Material for this task:
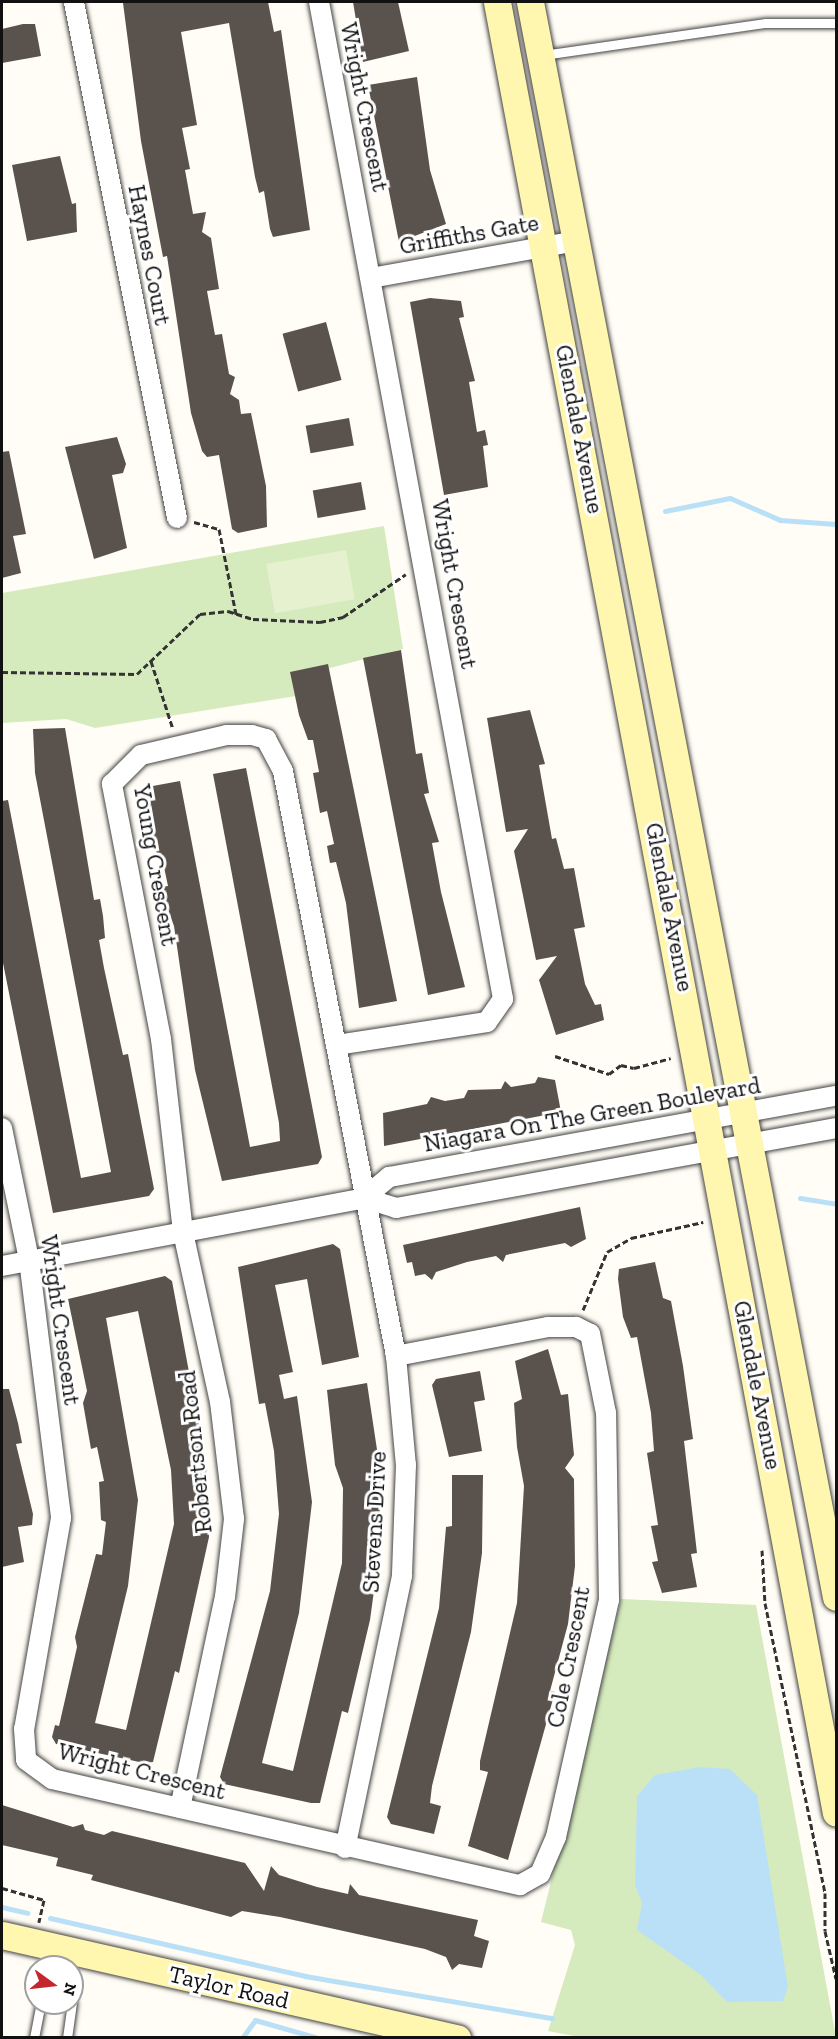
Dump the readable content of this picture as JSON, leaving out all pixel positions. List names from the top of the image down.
{
  "streets": {
    "main road": ["Glendale Avenue", "Taylor Road"],
    "street": [
      "Wright Crescent",
      "Griffiths Gate",
      "Haynes Court",
      "Young Crescent",
      "Niagara On The Green Boulevard",
      "Robertson Road",
      "Stevens Drive",
      "Cole Crescent"
    ]
  },
  "crossings": [
    ["Wright Crescent", "Griffiths Gate"],
    ["Wright Crescent", "Young Crescent"],
    ["Wright Crescent", "Niagara On The Green Boulevard"],
    ["Wright Crescent", "Robertson Road"],
    ["Wright Crescent", "Stevens Drive"],
    ["Wright Crescent", "Cole Crescent"],
    ["Griffiths Gate", "Glendale Avenue"],
    ["Glendale Avenue", "Niagara On The Green Boulevard"],
    ["Young Crescent", "Niagara On The Green Boulevard"],
    ["Young Crescent", "Robertson Road"],
    ["Young Crescent", "Stevens Drive"],
    ["Niagara On The Green Boulevard", "Robertson Road"],
    ["Niagara On The Green Boulevard", "Stevens Drive"],
    ["Stevens Drive", "Cole Crescent"]
  ],
  "north": "right"
}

Problem details: For each line above that includes "Gate", copy the line.

Written answer:
      "Griffiths Gate",
    ["Wright Crescent", "Griffiths Gate"],
    ["Griffiths Gate", "Glendale Avenue"],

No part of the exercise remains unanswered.